IP Draughts is back at work after a week’s canoeing in Scotland. During that time, he thought little about intellectual property, except when the canoe club’s Chairman mentioned his trip, the previous week, sea-kayaking around the Hebridean island of Lewis and Harris, and the gift that he had received from a local weaver of some pieces of Harris Tweed. As all UK IP lawyers know, Harris Tweed is protected by a trade mark that consists of an orb with a cross on it.
One legal issue kept intruding into IP Draughts’ life as he stayed in hotels and visited tourist attractions: warning signs. By paying close attention to these helpful signs, IP Draughts avoided (just in the nick of time, in some cases) burning his hand on a hot towel rail, scalding his fingers in hot water, drowning in the outfall pool of a hydro-electric power station, and falling down a concrete staircase.
By careful attention to yellow plastic signs, he also managed to avoid slipping on a dry floor in a Tesco supermarket in Lockerbie and on another dry floor in a pub in South Queensferry, just by the iconic Forth Rail Bridge. As he didn’t visit a McDonalds, he is unable to report on whether he would have been warned that his coffee was hot, as apparently is required in the USA.
Meanwhile, IP Draughts’ far more dangerous (okay, slightly more dangerous) activities of canoeing and scrambling about in the countryside (often during heavy rainfall) involved no warning signs. At one point on our canoe trip we passed a class of primary school children who seemed to be on a field trip, and who were throwing stones in the water with minimal supervision by their teachers. Our half-joking offer to give some of the children a “go” in the canoe was met with a teacher’s deadpan response that they couldn’t accept because they hadn’t done a risk assessment. We had passed them by before we thought of asking whether a risk assessment had been done on throwing stones in the water while canoeists were passing.
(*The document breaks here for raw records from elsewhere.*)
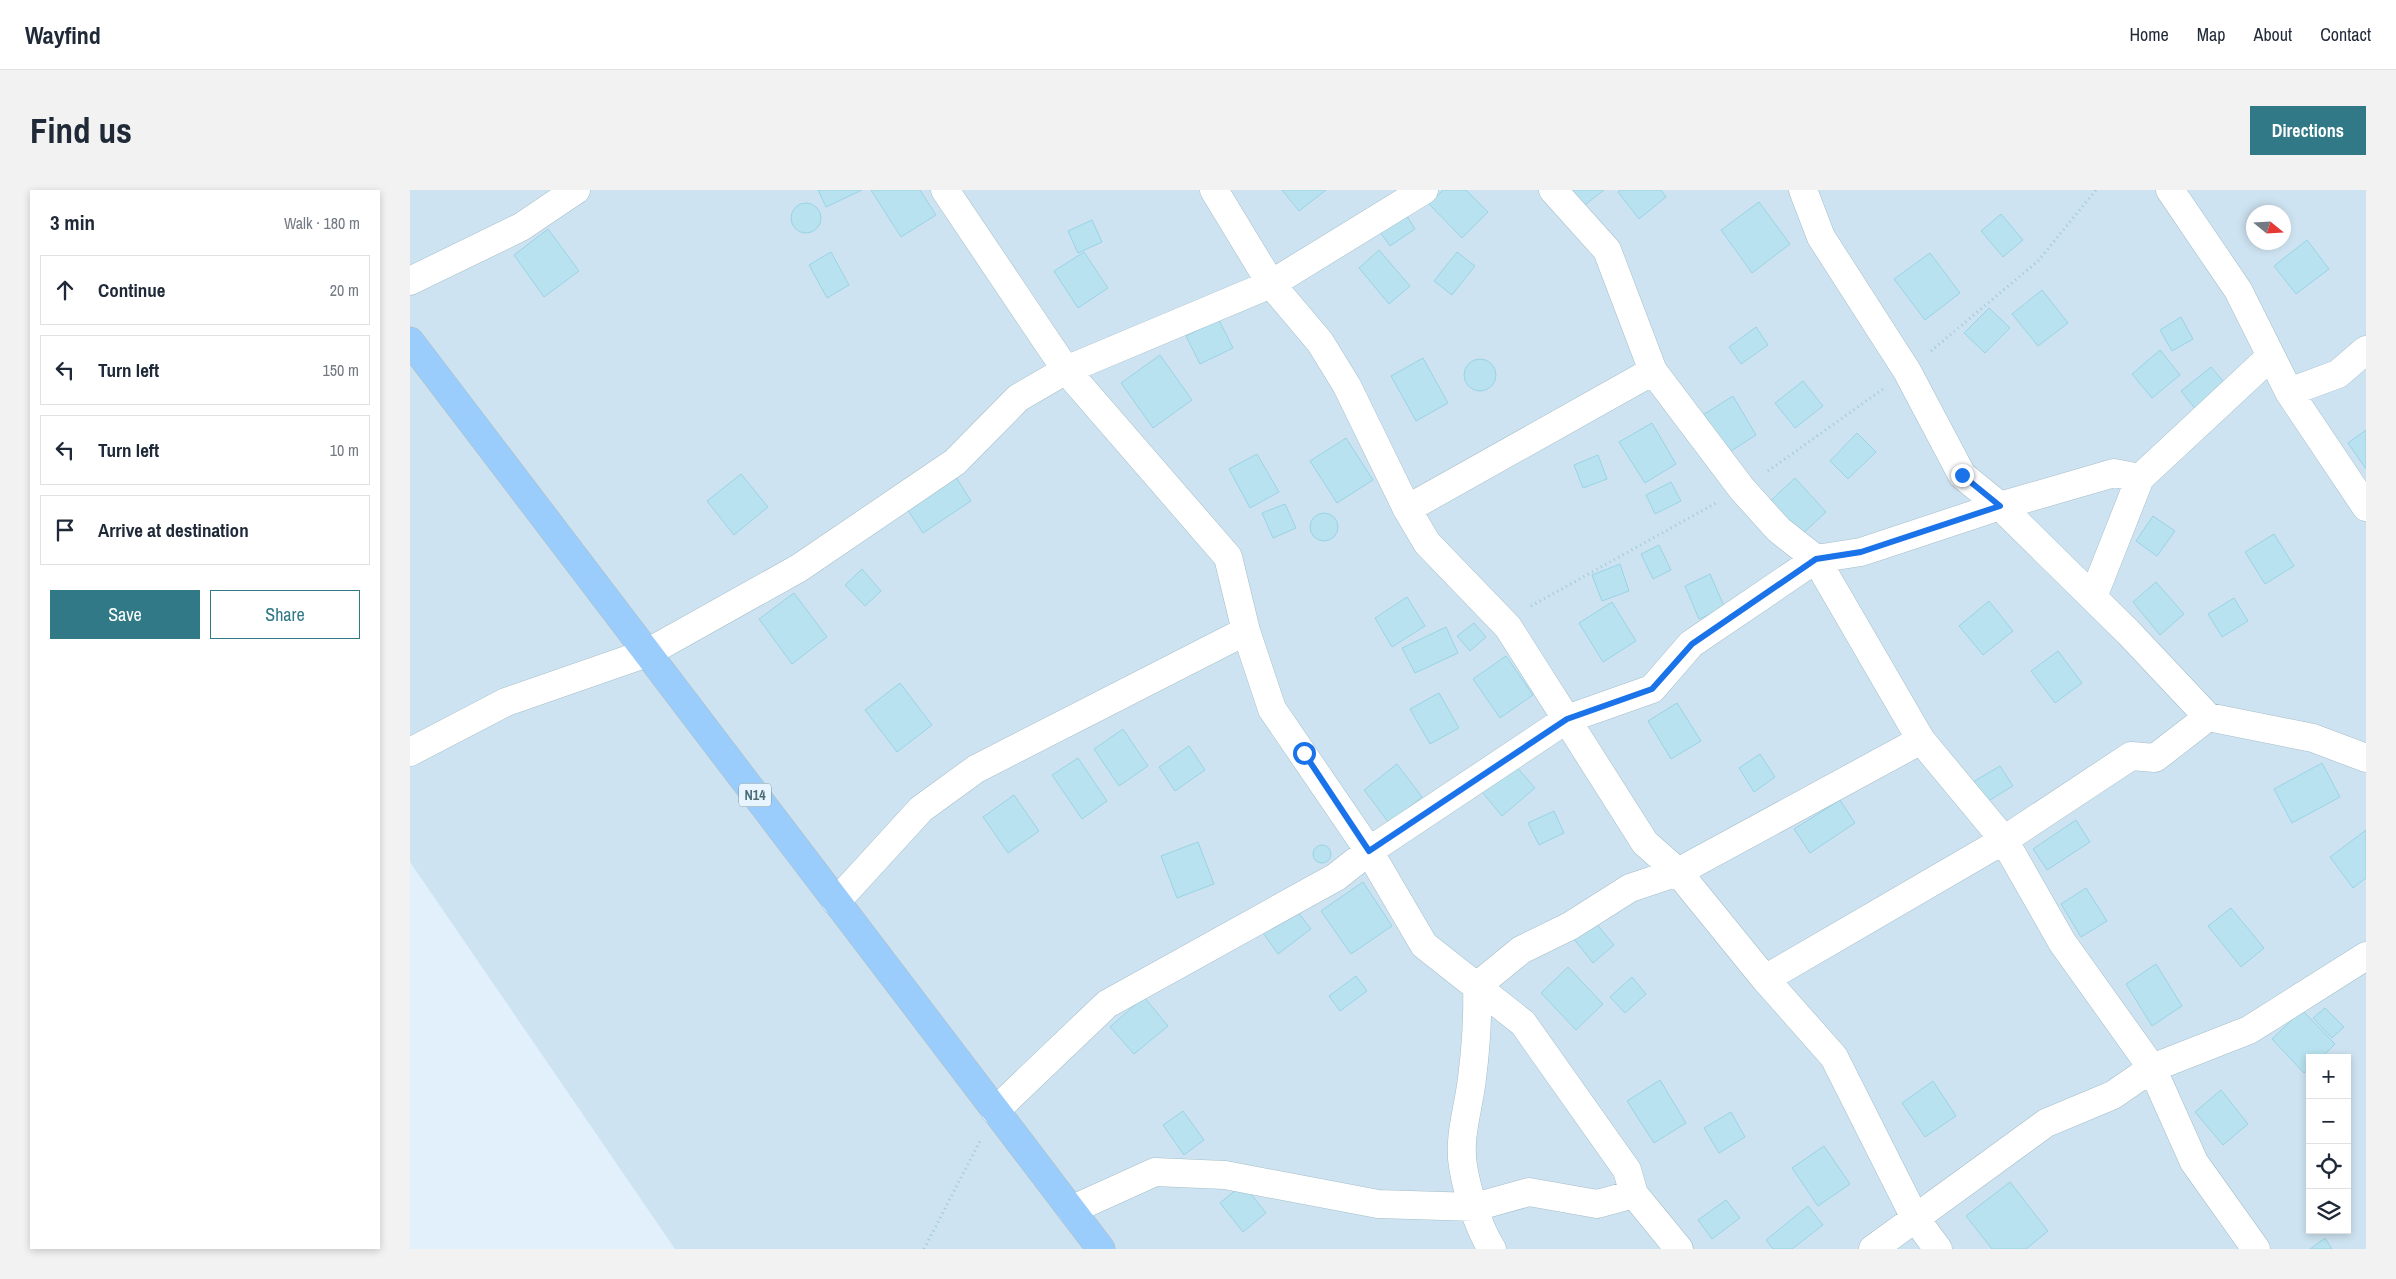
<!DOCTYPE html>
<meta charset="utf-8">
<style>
:root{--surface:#fff;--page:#f2f2f3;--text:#1f2937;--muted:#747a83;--line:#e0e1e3;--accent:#317986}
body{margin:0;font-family:"Archivo Narrow",sans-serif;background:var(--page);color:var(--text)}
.controls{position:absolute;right:15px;bottom:15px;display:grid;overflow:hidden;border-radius:0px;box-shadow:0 2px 8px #0003}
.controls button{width:45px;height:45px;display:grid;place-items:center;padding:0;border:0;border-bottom:1px solid var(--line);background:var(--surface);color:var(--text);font:25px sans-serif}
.compass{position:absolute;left:1836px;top:15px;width:45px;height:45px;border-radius:50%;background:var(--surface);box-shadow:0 2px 8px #0003;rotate:108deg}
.stop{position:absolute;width:15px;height:15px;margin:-11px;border:4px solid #1a73e8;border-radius:50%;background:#fff}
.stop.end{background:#1a73e8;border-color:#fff;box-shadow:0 1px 5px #0008}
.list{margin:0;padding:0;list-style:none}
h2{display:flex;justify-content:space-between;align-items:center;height:65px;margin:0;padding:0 20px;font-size:21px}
h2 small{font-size:16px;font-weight:400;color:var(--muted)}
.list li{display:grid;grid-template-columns:32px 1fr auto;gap:15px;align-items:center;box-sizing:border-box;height:70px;margin:0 10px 10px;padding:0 10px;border:1px solid var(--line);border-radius:0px}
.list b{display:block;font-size:19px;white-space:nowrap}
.list em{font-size:16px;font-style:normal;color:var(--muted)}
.actions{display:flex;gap:10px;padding:15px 20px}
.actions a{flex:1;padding:11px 0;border:1px solid var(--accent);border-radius:0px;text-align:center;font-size:18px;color:var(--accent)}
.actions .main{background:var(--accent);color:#fff}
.icon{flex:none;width:28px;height:28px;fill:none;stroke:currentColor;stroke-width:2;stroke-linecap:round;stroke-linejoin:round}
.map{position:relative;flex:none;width:1956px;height:1059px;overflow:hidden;border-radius:0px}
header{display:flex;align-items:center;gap:30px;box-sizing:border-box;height:70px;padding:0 25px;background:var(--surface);border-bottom:1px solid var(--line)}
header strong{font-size:24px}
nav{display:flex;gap:28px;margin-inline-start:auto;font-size:18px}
.intro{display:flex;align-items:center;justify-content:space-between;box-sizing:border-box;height:120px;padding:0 30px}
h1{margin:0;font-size:35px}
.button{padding:12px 22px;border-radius:0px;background:var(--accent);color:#fff;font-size:18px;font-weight:700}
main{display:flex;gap:30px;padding:0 30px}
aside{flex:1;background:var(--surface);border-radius:0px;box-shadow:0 2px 8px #0003}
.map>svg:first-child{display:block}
</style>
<header>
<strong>Wayfind</strong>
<nav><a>Home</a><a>Map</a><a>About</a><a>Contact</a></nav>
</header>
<div class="intro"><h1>Find us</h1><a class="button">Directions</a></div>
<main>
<aside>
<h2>3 min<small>Walk · 180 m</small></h2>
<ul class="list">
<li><svg class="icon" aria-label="ahead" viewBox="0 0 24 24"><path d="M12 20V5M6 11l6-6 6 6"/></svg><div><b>Continue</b></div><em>20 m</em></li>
<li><svg class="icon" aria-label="left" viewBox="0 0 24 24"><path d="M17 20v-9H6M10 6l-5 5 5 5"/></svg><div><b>Turn left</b></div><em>150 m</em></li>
<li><svg class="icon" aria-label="left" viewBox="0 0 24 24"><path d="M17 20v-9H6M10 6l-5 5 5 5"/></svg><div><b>Turn left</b></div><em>10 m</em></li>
<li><svg class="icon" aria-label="arrive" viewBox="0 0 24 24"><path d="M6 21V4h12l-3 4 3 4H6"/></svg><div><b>Arrive at destination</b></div></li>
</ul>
<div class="actions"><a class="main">Save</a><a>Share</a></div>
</aside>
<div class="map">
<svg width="1956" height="1059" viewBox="0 0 1956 1059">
<rect width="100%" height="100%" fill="#e2f0fc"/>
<path fill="#cee3f1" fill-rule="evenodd" d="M0,0H1956V1059H265L0,672ZM1844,22H1874V52H1844ZM1900,868H1937V1040H1900Z"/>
<path fill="#b8e2ef" stroke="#9ad3e4" d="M408,0H452L416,17Z
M461,0H510L526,25L491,47Z
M872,0H916L889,21Z
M1033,0H1056L1078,22L1052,48L1019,14Z
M1157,0H1194L1171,18Z
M1210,0H1251L1256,7L1229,29L1208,2Z
M1349,12L1380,54L1342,83L1311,40Z
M381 28a15 15 0 1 1 30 0a15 15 0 1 1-30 0Z
M991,17L1005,39L980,56L965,35Z
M1591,24L1613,50L1593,67L1571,41Z
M682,30L692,52L668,63L658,41Z
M138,39L169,81L134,107L104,65Z
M1897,50L1919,79L1886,104L1864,76Z
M969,60L1000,96L979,114L949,78Z
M421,62L439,95L417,108L399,75Z
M674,62L698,98L668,118L644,81Z
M1047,62L1065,76L1042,105L1024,91Z
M1520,63L1550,103L1515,130L1484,89Z
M1632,100L1658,133L1628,156L1602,124Z
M1579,118L1600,138L1575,163L1554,143Z
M1771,127L1783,149L1762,161L1750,140Z
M809,130L823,158L790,174L776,146Z
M1346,137L1358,155L1331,174L1319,157Z
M1750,160L1770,185L1742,208L1722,184Z
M750,165L782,210L743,238L711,193Z
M1013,168L1038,213L1006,231L981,186Z
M1054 185a16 16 0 1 1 32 0a16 16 0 1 1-32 0Z
M1801,177L1818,197L1787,221L1771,201Z
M1393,191L1413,216L1385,238L1365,213Z
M1323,206L1346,245L1315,265L1291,226Z
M1242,233L1266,274L1235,293L1209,252Z
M1956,240V279L1938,253Z
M1447,243L1466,262L1438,289L1420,271Z
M936,248L963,290L927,313L900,271Z
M847,264L869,302L840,318L819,279Z
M1188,265L1197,289L1173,298L1164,275Z
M331,284L358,317L324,345L297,311Z
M544,284L561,311L513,343L495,316Z
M1385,288L1416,322L1387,349L1356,315Z
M1261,292L1271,311L1245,324L1236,305Z
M875,314L886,338L863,348L852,323Z
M900 337a14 14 0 1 1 28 0a14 14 0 1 1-28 0Z
M1743,326L1765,341L1747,366L1726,351Z
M1864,344L1884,376L1855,394L1835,362Z
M1249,355L1261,380L1243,389L1231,364Z
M1210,374L1219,401L1192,411L1182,385Z
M452,379L471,401L455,416L435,395Z
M1300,384L1315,418L1289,429L1275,396Z
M1746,392L1774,424L1750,445L1723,412Z
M384,403L417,447L382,474L349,429Z
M997,407L1015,436L982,457L965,428Z
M1824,408L1838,431L1812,447L1798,424Z
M1579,411L1603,441L1573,465L1549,436Z
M1202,412L1226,451L1193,472L1169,433Z
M1064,433L1076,447L1060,461L1047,446Z
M1036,437L1048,463L1005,483L992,458Z
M1648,461L1672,493L1645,513L1621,481Z
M1096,466L1123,505L1090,528L1063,489Z
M490,493L522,535L487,562L455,520Z
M1029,503L1049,538L1020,554L1000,519Z
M1267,513L1291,551L1261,569L1238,531Z
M713,539L738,576L709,596L684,559Z
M779,556L795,580L765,601L749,577Z
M1350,564L1365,587L1344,602L1329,578Z
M668,568L697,611L672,629L642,585Z
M1912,573L1930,607L1882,633L1864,599Z
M987,574L1012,607L979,633L954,600Z
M1104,574L1125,598L1092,626L1072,602Z
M1590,576L1603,596L1575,613L1563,592Z
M604,605L629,641L598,663L573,627Z
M1430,610L1445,633L1400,663L1384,639Z
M1144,621L1154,643L1129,655L1118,633Z
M1666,630L1680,652L1637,680L1623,659Z
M1956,640V688L1943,698L1920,667Z
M788,652L804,694L767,708L751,666Z
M903 664a9 9 0 1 1 18 0a9 9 0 1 1-18 0Z
M953,692L982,736L941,764L911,721Z
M1676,698L1697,731L1671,747L1651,714Z
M883,716L901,739L868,764L851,740Z
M1821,718L1854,758L1831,777L1798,736Z
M1185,732L1204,755L1183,773L1164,749Z
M1746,774L1772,816L1742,836L1716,794Z
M1158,777L1193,814L1166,840L1131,803Z
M946,786L957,801L930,821L919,806Z
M1222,787L1236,804L1215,823L1200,807Z
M734,807L758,836L724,864L700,837Z
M1915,818L1934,837L1922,848L1903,828Z
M1892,820L1925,854L1911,868H1900V878L1894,883L1862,849Z
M1250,890L1276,933L1244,953L1217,911Z
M1523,891L1546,926L1515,947L1492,913Z
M1811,900L1838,934L1813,955L1785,922Z
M773,921L794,950L774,965L753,935Z
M1321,922L1335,947L1309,963L1294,938Z
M1414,956L1440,994L1408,1016L1382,978Z
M1600,992L1638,1041L1616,1059H1582L1556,1026Z
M833,994L856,1023L833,1042L810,1013Z
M1316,1010L1330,1028L1302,1049L1288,1030Z
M1398,1016L1413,1035L1382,1059H1363L1356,1050Z
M1915,1048L1922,1059H1900Z"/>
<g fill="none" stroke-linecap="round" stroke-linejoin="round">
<g stroke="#a4bec8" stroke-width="29">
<path id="minor" d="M535,0L656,180L818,367L836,441
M804,0L861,94L910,152L937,196L997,319L1017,353L1098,437L1235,653L1268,682L1355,789L1424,867L1505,1028L1528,1059
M1143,0L1197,60L1243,181L1332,299L1369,340L1406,369L1511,550L1594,650L1652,752L1742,878L1784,972L1846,1059
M1760,0L1828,100L1879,202L1956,317
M0,91L111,37L166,0
M1879,202L1928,184L1956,160
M997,319L1243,181
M1683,407L1730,288L1861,166
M1798,527L1903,548L1956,568
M0,562L96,512L237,463L389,378L545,272L608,208L656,180L861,94L1014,0
M426,712L511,619L566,579L836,441L862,519L959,661L1014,755L1113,833L1217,980L1224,1004L1269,1059
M1355,789L1594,650L1721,566L1745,568L1798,527L1719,443L1590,316L1552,285L1497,181L1411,47L1393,0
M585,921L697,814L926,687L959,661L1157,529L1242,499L1281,454L1406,369L1451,362L1590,316L1704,283L1730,288
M661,1020L745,982L815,985L968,1014L1065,1017L1119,1002L1187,1014L1224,1004
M1082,1059C1068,1037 1057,1001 1053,976C1048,947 1059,917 1062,888C1066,857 1068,827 1067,796L1111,760L1160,736L1220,698L1268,682L1511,550
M1463,1059L1636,933L1703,905L1742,878L1839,840L1956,766"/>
</g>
<g stroke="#afbec2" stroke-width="29">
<path id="major" d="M0,151L691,1059"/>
</g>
<path stroke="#9dc9d6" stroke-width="3" stroke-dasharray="1 4" stroke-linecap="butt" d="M1521,161L1628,71L1686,0
M1358,281L1473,199
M1121,416L1306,313
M514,1059L570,951"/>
<use href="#minor" stroke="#fff" stroke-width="28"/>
<use href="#major" stroke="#9acdfb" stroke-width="28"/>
</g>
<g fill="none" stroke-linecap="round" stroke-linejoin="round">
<path stroke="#1a73e8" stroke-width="6" d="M894,563L959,661L1157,529L1242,499L1282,454L1406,369L1451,362L1590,316L1552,285"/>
</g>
<g text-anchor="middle" stroke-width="4" stroke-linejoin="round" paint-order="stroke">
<rect fill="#e8f5ff" stroke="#79949e" stroke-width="1" x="329" y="593.5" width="32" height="23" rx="4"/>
<g font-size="14" font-weight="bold" fill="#496b74">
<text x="345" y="610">N14</text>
</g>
</g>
</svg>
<div class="controls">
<button>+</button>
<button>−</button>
<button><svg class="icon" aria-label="locate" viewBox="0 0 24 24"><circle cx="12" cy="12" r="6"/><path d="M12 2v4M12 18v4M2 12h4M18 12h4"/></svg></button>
<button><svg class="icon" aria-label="layers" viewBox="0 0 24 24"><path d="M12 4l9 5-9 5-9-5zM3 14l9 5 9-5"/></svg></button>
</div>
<svg class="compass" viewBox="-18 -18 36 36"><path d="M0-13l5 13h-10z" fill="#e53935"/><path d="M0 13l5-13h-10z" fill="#747a83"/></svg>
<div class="stop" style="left:894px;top:563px"></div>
<div class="stop end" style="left:1552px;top:285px"></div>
</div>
</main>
So, what is the point of these meandering thoughts? Merely that we are bombarded with warning signs in public places that often have very little meaning. A cynic might say that the signs are really there to avoid liability in tort. An optimist might say they are there to help the public to avoid harm. A realist might say they are there because a risk adviser recommended them or said they were necessary to comply with health and safety legislation. (In IP Draughts’ experience, hotel warning signs are often much more prevalent in cheap hotels than in expensive ones, perhaps because the cheap hotel relies on the advice of a health and safety consultant who takes a very risk-averse approach.)
As a companion to IP Draughts’ campaign to banish terms and conditions booklets that come with consumer products, IP Draughts hereby announces a campaign to reduce disclaimer sign pollution in public places. If we all point out how ridiculous these signs are, we can end this global scourge…. Or is IP Draughts being too idealistic?